_What to do_
Report back each line of the data that contains the word "labels".

_Dataset entries_
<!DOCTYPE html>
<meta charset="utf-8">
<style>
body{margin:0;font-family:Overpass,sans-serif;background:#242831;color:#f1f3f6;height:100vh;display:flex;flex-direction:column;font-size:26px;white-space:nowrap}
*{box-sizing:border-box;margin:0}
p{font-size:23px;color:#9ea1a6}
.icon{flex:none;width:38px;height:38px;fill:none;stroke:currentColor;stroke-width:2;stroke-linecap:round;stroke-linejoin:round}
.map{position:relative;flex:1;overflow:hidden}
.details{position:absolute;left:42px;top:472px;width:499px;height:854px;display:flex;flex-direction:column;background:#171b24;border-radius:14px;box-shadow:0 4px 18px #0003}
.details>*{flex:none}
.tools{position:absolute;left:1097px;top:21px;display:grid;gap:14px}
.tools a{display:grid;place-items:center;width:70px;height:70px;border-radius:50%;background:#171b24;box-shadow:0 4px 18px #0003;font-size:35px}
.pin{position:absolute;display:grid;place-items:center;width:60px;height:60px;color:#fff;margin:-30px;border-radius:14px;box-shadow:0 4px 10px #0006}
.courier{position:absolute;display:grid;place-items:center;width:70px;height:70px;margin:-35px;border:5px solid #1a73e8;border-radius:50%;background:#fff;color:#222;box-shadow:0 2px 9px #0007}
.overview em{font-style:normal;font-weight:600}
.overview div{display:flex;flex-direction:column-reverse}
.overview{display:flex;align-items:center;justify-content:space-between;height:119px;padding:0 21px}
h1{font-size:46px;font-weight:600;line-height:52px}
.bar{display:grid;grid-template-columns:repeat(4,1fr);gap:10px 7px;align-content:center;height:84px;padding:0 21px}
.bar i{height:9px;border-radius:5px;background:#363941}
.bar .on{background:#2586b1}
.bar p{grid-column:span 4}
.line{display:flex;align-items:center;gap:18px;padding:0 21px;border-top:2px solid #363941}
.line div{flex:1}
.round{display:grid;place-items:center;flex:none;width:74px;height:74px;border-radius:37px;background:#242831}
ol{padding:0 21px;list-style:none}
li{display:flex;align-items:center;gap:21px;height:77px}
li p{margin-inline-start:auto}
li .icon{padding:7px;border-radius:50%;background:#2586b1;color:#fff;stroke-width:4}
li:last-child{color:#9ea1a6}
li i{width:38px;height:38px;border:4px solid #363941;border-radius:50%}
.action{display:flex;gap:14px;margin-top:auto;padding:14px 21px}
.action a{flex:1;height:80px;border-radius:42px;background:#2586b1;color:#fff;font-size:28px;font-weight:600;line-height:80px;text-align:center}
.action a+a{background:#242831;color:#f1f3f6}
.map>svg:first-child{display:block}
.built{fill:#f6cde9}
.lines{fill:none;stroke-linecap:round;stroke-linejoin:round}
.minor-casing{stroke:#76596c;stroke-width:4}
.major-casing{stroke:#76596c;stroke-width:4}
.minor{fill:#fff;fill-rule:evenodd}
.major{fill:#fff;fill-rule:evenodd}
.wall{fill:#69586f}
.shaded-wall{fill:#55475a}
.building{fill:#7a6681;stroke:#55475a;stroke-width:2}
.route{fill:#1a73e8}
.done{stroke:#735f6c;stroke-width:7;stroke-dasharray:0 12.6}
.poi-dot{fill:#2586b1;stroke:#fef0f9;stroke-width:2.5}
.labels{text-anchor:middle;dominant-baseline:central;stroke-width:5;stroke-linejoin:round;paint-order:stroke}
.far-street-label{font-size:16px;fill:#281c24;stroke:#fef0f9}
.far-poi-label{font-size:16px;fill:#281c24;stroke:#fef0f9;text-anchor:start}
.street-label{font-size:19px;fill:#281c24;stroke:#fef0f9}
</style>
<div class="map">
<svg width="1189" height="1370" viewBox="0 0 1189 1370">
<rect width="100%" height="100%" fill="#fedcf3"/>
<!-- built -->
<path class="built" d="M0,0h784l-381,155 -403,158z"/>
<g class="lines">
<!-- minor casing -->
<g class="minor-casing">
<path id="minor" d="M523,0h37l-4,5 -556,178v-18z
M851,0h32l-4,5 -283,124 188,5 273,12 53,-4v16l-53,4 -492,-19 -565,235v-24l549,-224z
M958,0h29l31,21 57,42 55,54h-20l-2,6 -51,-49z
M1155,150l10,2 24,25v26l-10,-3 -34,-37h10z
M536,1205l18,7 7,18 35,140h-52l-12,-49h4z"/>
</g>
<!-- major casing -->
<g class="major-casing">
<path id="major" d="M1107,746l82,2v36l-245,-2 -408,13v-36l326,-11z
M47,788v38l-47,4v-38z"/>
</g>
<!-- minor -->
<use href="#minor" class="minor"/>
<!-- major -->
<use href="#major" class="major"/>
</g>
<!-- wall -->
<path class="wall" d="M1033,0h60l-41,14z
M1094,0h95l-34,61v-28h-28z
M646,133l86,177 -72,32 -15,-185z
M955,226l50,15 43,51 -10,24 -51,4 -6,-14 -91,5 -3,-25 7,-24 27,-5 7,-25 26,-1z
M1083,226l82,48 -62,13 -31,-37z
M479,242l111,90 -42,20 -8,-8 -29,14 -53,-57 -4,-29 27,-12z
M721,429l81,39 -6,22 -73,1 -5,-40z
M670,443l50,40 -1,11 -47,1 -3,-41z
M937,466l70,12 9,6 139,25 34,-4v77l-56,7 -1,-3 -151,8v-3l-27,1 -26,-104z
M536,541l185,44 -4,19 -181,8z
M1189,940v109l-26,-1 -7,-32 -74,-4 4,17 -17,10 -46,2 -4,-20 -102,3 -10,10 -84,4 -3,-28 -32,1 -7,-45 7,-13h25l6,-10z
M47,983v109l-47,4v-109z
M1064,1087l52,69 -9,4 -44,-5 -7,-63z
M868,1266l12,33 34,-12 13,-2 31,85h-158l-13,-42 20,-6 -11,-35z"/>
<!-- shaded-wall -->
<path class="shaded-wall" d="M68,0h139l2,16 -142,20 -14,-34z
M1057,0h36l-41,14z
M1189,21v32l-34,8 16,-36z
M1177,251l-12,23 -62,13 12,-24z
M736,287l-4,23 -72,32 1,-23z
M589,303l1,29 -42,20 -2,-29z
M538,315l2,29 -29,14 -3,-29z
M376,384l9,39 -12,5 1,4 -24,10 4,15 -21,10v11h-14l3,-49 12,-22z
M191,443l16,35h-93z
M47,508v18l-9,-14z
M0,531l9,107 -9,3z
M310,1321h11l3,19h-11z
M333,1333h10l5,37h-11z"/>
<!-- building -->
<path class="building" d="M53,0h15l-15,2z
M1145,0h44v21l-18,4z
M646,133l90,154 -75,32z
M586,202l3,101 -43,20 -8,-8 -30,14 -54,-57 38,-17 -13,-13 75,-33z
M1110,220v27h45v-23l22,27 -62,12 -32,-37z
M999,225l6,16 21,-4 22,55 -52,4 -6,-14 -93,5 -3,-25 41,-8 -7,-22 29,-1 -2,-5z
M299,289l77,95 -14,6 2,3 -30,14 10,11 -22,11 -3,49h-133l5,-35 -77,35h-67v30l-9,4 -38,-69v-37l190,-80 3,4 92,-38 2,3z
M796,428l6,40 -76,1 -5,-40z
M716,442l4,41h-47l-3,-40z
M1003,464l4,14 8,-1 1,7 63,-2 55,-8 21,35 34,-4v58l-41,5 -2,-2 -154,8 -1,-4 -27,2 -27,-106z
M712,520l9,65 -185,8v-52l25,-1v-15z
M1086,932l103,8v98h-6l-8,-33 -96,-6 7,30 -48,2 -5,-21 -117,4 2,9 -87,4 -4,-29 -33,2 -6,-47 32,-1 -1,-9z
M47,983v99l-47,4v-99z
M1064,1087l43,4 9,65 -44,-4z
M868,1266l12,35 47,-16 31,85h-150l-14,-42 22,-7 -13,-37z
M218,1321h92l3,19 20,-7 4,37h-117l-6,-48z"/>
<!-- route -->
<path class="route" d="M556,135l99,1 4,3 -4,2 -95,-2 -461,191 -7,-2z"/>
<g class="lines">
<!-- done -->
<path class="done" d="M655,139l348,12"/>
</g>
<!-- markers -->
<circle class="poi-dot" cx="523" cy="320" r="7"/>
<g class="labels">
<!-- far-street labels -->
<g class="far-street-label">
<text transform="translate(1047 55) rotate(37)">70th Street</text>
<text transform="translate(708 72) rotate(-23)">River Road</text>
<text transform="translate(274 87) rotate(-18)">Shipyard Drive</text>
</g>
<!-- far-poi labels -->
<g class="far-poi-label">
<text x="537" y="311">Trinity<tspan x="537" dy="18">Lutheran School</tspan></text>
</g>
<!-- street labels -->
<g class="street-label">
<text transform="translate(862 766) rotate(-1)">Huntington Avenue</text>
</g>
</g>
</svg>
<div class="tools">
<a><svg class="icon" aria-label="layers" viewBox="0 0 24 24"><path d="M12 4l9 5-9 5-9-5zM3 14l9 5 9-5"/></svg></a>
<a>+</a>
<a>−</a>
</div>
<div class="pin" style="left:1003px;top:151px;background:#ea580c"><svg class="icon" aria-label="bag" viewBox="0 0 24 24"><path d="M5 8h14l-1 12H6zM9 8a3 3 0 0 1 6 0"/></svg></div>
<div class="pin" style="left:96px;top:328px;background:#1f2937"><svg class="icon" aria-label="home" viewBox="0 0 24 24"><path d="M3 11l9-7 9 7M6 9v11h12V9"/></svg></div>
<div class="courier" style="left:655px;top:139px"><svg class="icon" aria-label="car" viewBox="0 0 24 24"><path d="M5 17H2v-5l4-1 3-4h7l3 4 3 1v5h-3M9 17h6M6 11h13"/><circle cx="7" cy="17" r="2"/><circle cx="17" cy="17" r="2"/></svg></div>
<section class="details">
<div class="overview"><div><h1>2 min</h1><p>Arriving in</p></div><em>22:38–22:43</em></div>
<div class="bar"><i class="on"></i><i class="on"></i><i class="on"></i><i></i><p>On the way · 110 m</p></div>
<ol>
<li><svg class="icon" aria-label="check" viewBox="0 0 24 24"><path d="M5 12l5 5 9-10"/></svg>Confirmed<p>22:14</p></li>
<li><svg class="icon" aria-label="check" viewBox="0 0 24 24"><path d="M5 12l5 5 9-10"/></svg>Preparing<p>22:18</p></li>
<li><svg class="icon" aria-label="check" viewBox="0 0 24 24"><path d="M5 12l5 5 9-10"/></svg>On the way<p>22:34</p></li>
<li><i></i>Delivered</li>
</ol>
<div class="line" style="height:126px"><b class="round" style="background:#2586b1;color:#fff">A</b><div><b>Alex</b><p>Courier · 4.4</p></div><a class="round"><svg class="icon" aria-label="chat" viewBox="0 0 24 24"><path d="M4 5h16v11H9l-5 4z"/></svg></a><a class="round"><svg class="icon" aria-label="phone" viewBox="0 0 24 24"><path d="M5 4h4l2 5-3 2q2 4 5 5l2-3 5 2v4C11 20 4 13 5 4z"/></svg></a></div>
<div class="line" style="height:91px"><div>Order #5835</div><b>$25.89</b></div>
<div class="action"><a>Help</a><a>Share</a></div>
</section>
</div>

_Exercise result_
.labels{text-anchor:middle;dominant-baseline:central;stroke-width:5;stroke-linejoin:round;paint-order:stroke}
<g class="labels">
<!-- far-street labels -->
<!-- far-poi labels -->
<!-- street labels -->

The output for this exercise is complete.